ISA leverages these non-checkoff investments with additional partnerships to engage at the state and federal levels to enhance the overall competitiveness on the farm.
ISA’s Matt Herman, chief officer for demand and advocacy, and Megan Decker, manager of advocacy, say Advocate Membership is a great way to have your voice heard and help shape the future of the soybean industry.
“Paid memberships, either as a farmer member or a non-farmer member, allows these financial resources to support the American Soybean Association (ASA) — the industry’s national policy arm. As a paid ISA Advocate Member, participants gain access to these resources and information,” says Herman.
ASA represents U.S. soybean farmers on domestic and international policy issues important to the soybean industry. ASA has 26 affiliated state associations representing 30 soybean-producing states and more than 300,000 soybean farmers.
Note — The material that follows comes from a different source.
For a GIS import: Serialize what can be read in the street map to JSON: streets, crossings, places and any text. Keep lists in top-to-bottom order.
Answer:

ISA Advocate Members are also provided a digital newsletter that details the latest policy movements and issues that members should have on their radar. There are also alerts issued about matters that one can act on immediately.
On the radar
With the support of ISA’s Advocate Members, here’s how ISA is engaged in state and national soybean affairs:
Enhancing access to biofuels
In April, specifically Earth Day, the U.S. Department of Agriculture allocated more than $43 million to increase the availability of domestic biofuels across 15 states, Iowa included. These grants are part of the Higher Blends Infrastructure Incentive Program (HBIIP) which will support 57 projects aimed at enhancing access to biofuels like ethanol and biodiesel. Grant money follows successful HBIIP programs in each Iowa congressional district.
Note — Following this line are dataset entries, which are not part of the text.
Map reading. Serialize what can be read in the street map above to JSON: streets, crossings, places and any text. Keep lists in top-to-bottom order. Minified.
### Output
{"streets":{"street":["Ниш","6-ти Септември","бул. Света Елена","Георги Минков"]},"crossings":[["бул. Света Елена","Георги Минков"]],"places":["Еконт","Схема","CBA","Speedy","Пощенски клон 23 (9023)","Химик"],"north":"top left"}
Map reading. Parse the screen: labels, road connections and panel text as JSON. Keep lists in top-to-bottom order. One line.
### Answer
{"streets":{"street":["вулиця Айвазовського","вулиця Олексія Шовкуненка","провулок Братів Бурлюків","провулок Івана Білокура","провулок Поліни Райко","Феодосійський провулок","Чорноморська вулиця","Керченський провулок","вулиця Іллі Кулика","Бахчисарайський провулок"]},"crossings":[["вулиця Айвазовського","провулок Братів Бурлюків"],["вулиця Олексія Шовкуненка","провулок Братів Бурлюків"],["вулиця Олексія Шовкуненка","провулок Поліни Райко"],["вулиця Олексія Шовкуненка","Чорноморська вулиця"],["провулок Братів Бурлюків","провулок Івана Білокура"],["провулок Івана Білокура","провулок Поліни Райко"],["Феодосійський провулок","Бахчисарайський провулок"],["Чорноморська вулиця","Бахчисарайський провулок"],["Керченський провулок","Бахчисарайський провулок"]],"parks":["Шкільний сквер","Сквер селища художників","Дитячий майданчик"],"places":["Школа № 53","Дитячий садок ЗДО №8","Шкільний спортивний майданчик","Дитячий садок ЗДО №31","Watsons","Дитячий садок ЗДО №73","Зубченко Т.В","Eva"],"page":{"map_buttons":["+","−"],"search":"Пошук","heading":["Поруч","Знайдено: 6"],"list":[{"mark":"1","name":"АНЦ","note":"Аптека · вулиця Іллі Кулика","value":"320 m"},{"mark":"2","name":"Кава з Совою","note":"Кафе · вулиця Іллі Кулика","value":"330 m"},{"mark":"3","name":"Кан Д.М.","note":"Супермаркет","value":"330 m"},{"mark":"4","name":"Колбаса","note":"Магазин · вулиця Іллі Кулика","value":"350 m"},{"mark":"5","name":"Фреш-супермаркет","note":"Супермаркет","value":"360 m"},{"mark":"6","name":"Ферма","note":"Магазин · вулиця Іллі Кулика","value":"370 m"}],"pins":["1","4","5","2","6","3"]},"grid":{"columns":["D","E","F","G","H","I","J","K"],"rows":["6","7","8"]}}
Prioritizing the farm bill
Increased government funding has been contentious the last few years as deficits run high and other priority items take precedent over the farm bill. The original deadline for the farm bill, which usually makes up around 2% of federal spending, was fall 2023. Continued extensions have kept important programs like Federal Crop Insurance afloat amidst the delays.
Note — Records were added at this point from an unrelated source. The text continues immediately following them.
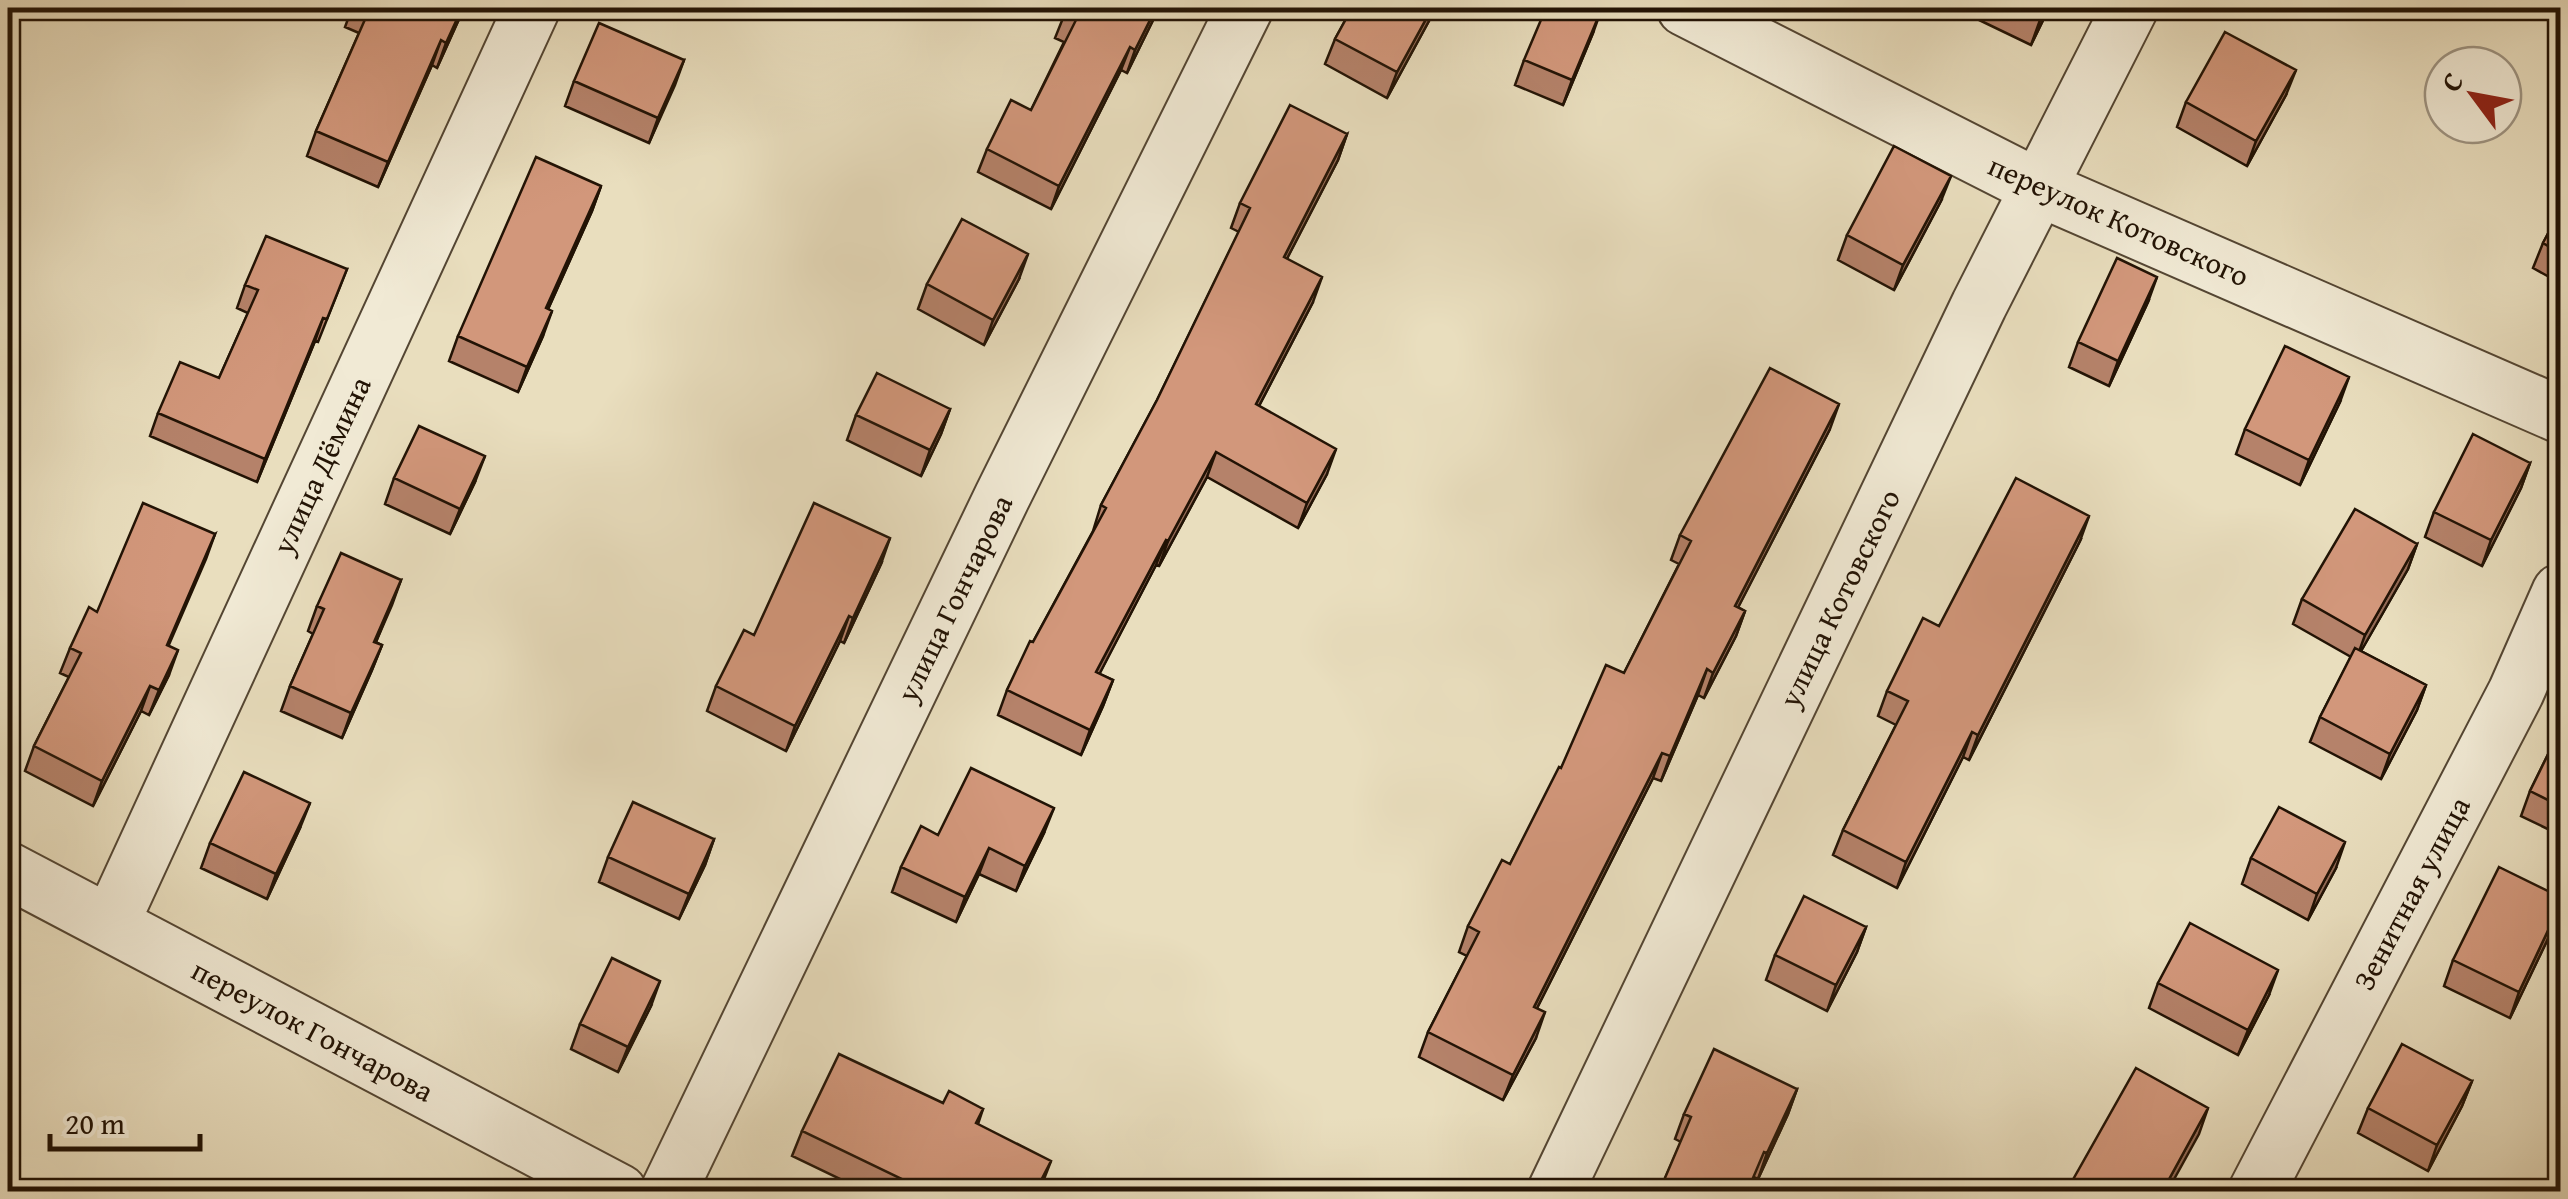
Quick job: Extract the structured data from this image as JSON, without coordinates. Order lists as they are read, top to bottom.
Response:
{
  "streets": {
    "street": [
      "переулок Котовского",
      "улица Дёмина",
      "улица Гончарова",
      "улица Котовского",
      "Зенитная улица",
      "переулок Гончарова"
    ]
  },
  "crossings": [
    ["переулок Котовского", "улица Котовского"],
    ["улица Дёмина", "переулок Гончарова"]
  ],
  "scale_bar": "20 m",
  "north": "top left"
}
As of mid-May 2024, both the Senate and House Agriculture committee leadership shared their respective farm bill proposals. Both plans would utilize unspent money from the Inflation Reduction Act’s conservation provisions and include that money in the farm bill. The Senate Ag Chair Debbie Stabenow’s (D-Mich.) proposed version includes an emphasis on continuing climate-smart agriculture by expanding conservation policies like increasing the acreage cap for the Conservation Reserve Program. Chair of the House Agriculture committee, GT Thompson’s (R-Penn.) version proposes a new forest easement program to maintain use for the land. Partisanship of the split Congress and different priorities contribute to the growing concern for the future of the farm bill. The ASA, along with a long list of other farm groups are pushing for the success of this legislation.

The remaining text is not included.